- TRY IT
Return all lines from the listing below that include the word "this".

- DATASET EXCERPTS

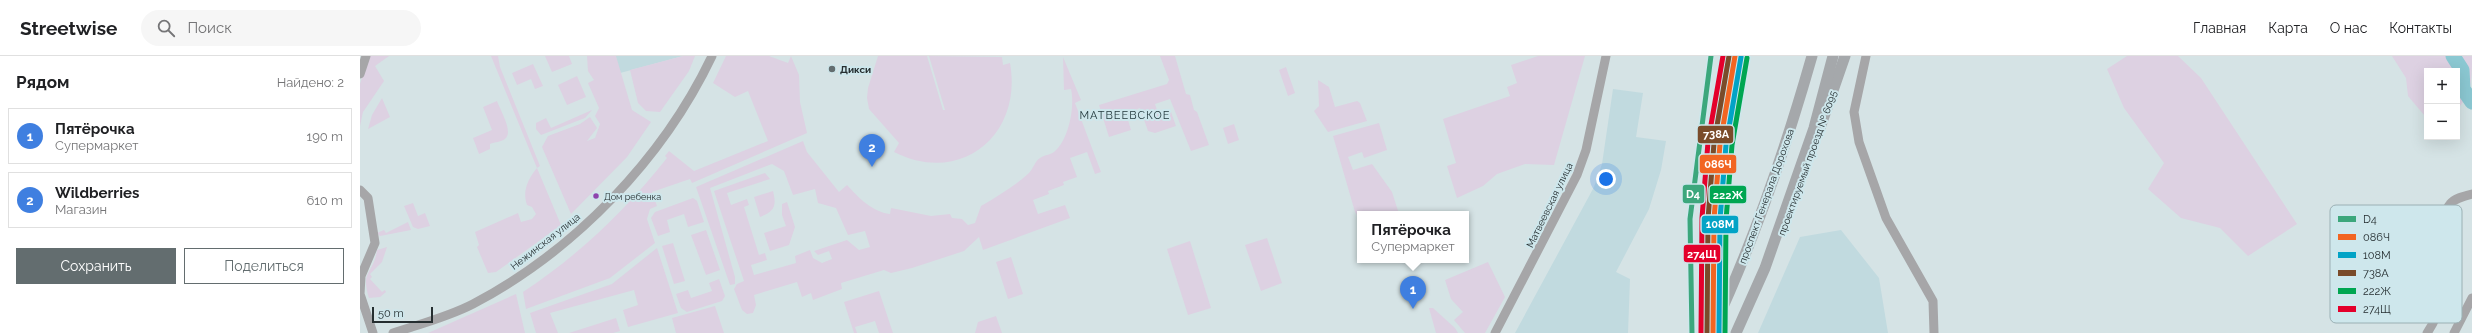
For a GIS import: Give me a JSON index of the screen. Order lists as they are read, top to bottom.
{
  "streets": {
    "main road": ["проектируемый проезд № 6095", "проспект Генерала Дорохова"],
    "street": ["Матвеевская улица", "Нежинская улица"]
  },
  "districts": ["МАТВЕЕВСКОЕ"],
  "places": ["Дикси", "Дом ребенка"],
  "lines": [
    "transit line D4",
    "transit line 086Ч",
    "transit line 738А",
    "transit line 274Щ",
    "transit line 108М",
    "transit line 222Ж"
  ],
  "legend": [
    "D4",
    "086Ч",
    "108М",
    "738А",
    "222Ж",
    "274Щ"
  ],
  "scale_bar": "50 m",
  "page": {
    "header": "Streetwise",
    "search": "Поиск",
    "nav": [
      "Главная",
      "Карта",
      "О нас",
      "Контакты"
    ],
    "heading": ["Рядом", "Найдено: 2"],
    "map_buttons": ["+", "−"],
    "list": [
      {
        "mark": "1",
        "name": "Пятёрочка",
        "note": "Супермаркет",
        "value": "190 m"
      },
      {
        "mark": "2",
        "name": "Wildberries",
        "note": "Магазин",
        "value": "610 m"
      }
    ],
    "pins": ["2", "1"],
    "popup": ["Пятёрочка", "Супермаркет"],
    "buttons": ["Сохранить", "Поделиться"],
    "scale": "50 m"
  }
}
--
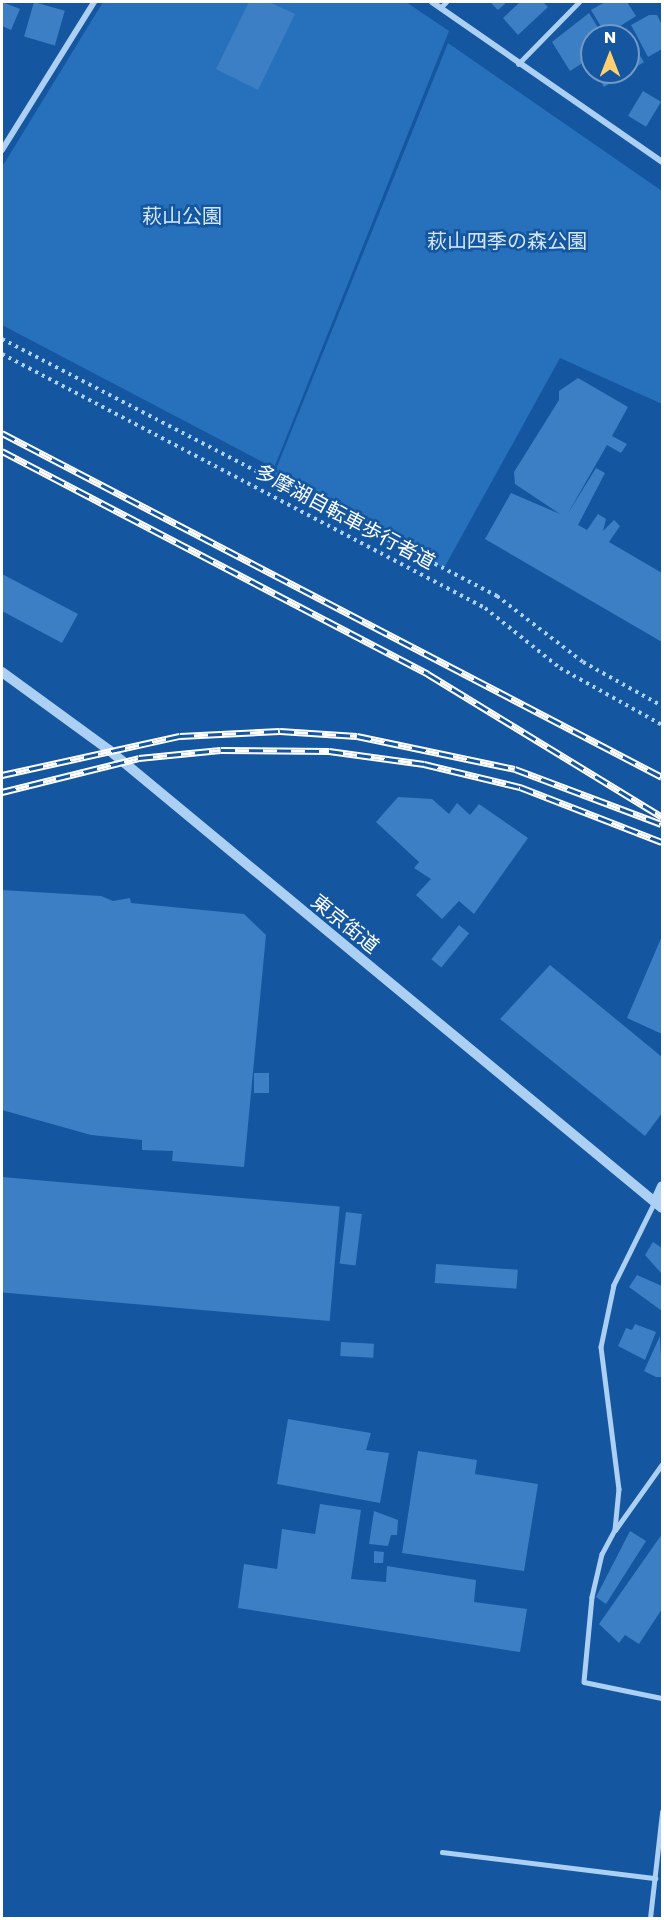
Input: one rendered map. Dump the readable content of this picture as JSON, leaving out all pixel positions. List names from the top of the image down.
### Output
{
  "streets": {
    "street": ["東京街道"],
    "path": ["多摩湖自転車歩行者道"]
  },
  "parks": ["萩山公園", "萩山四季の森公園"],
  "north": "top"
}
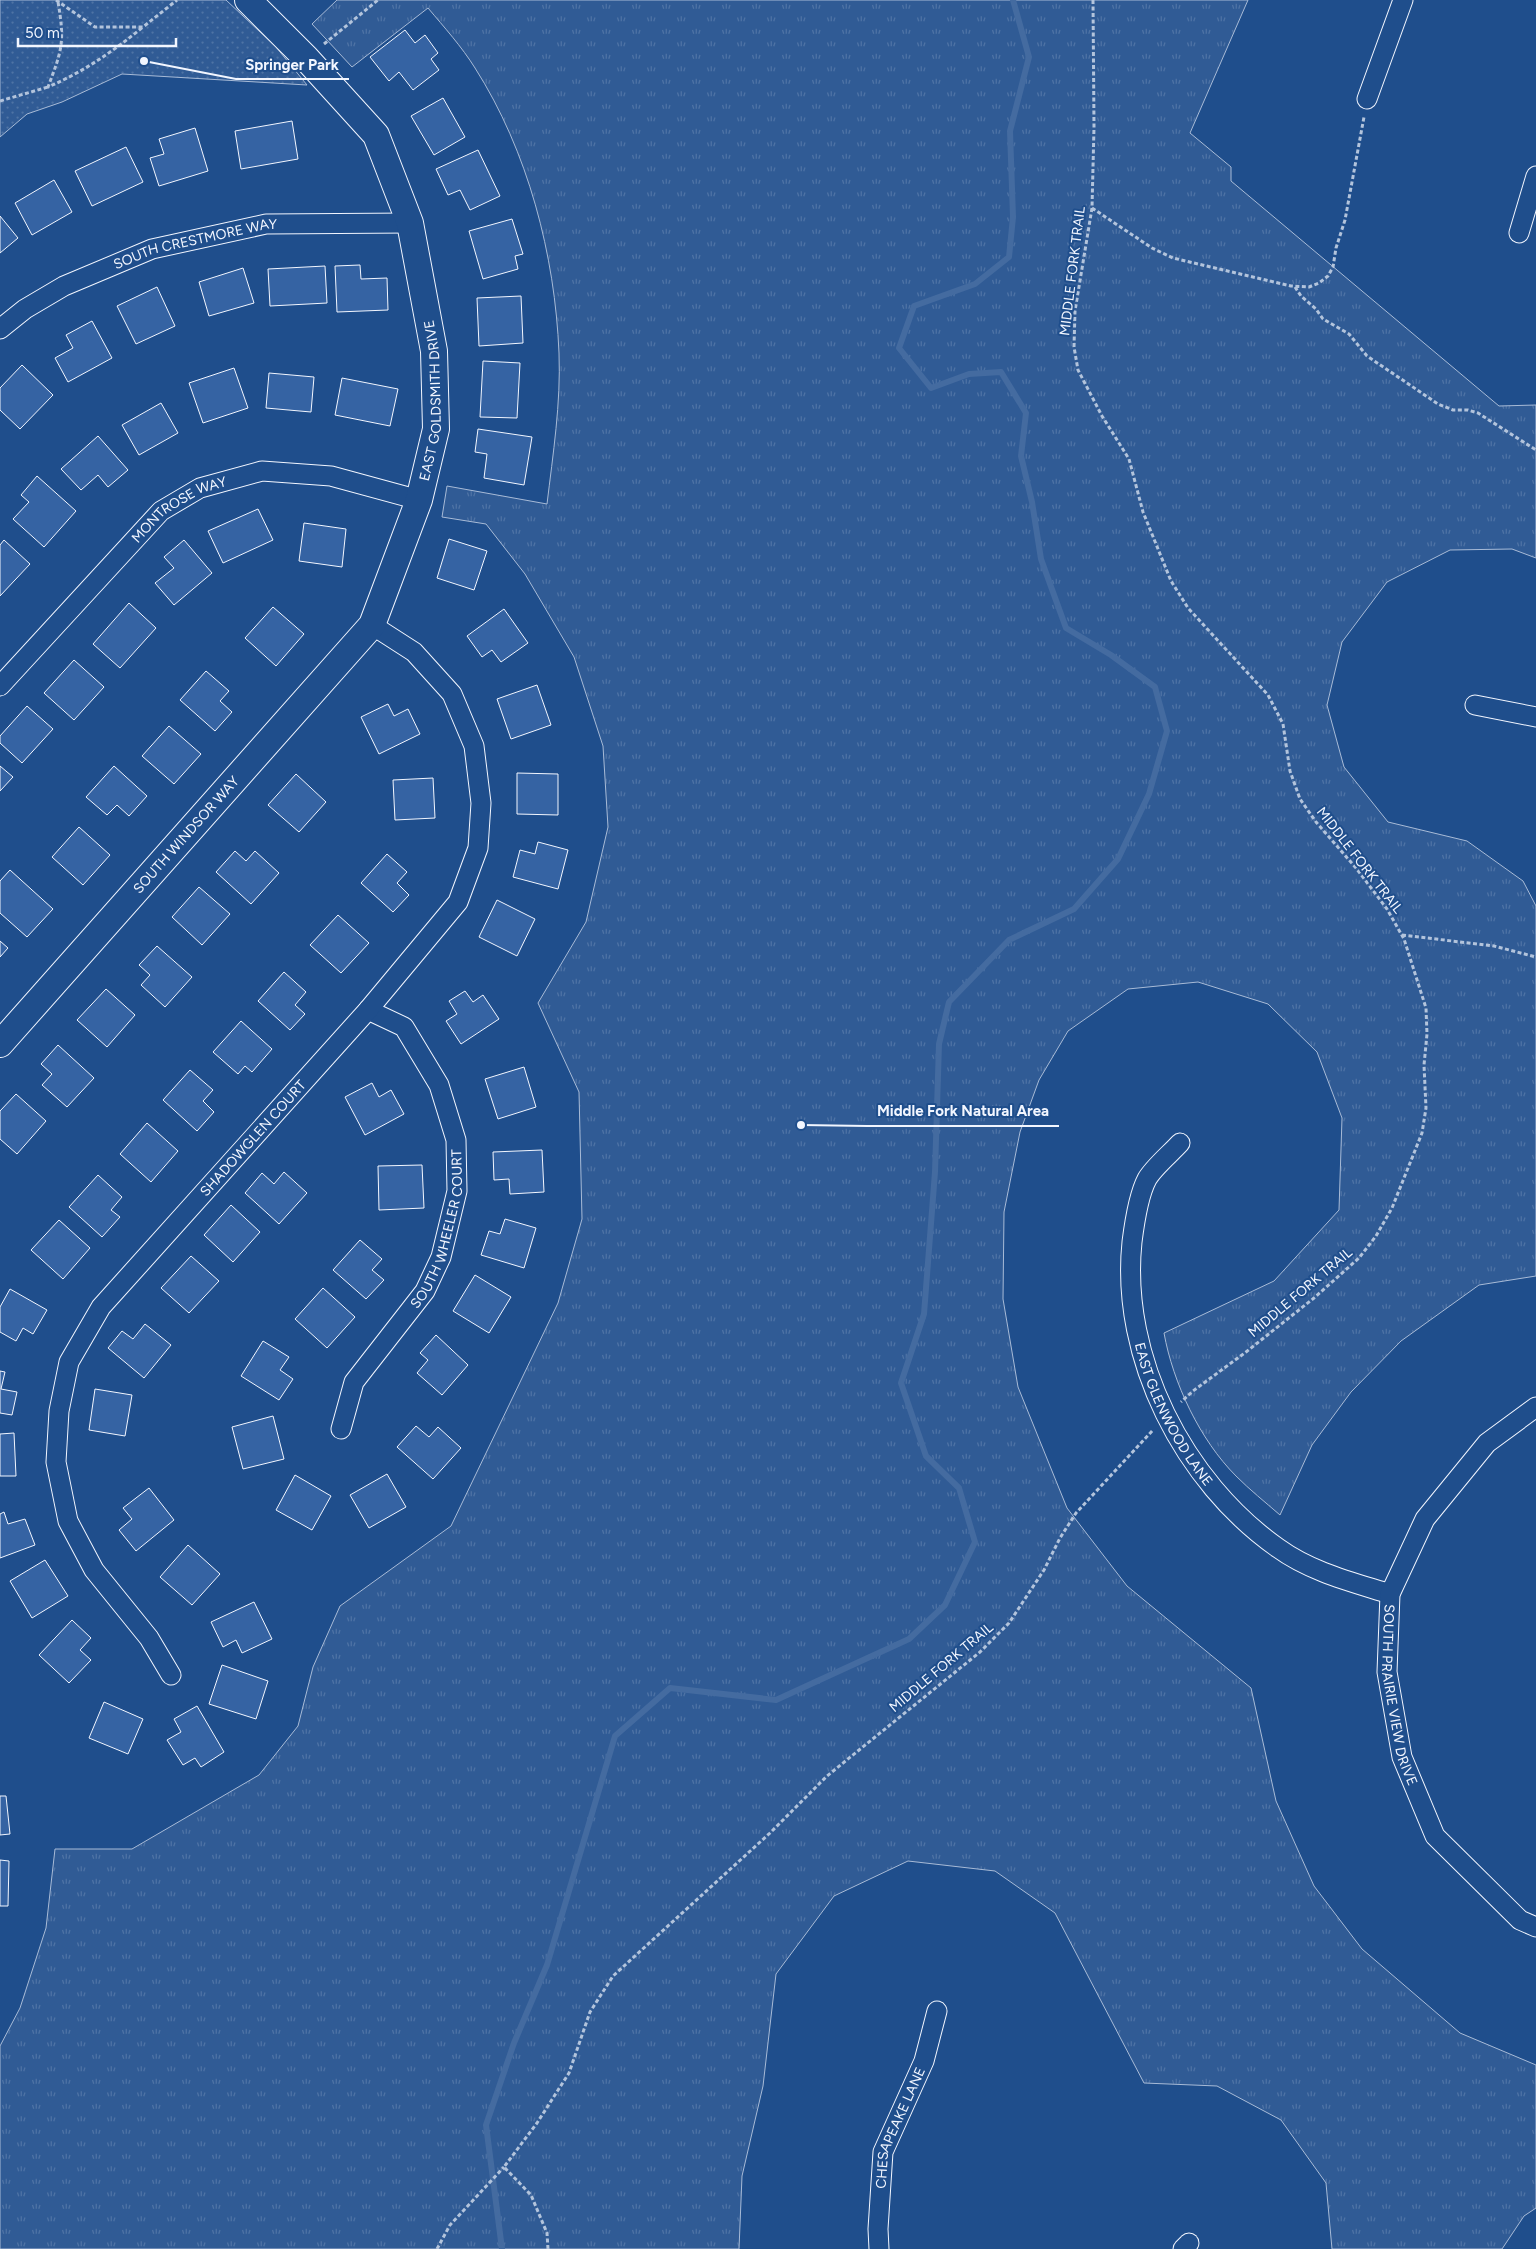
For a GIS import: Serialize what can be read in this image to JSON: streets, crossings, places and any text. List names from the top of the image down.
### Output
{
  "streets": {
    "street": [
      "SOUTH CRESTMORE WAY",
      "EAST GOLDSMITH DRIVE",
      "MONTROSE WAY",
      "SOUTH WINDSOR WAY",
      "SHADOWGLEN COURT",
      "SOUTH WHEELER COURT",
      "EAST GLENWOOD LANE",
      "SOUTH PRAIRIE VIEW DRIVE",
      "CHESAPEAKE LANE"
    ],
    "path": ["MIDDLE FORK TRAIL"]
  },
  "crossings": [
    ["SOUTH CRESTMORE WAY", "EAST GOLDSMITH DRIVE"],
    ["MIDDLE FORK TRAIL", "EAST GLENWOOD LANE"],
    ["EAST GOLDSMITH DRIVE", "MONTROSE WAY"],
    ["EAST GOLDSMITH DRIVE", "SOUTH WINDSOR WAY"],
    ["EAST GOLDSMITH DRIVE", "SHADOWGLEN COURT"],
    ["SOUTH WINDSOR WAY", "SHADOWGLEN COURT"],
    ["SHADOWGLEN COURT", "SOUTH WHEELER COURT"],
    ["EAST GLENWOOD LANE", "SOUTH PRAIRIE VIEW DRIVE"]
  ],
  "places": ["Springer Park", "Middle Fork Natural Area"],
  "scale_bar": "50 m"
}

- THE ANSWER
Input: one rendered map. Dump the readable content of this picture as JSON, leaving out all pixel positions. List names from the top of the image down.
For a GIS import: Serialize what can be read in this image to JSON: streets, crossings, places and any text. List names from the top of the image down.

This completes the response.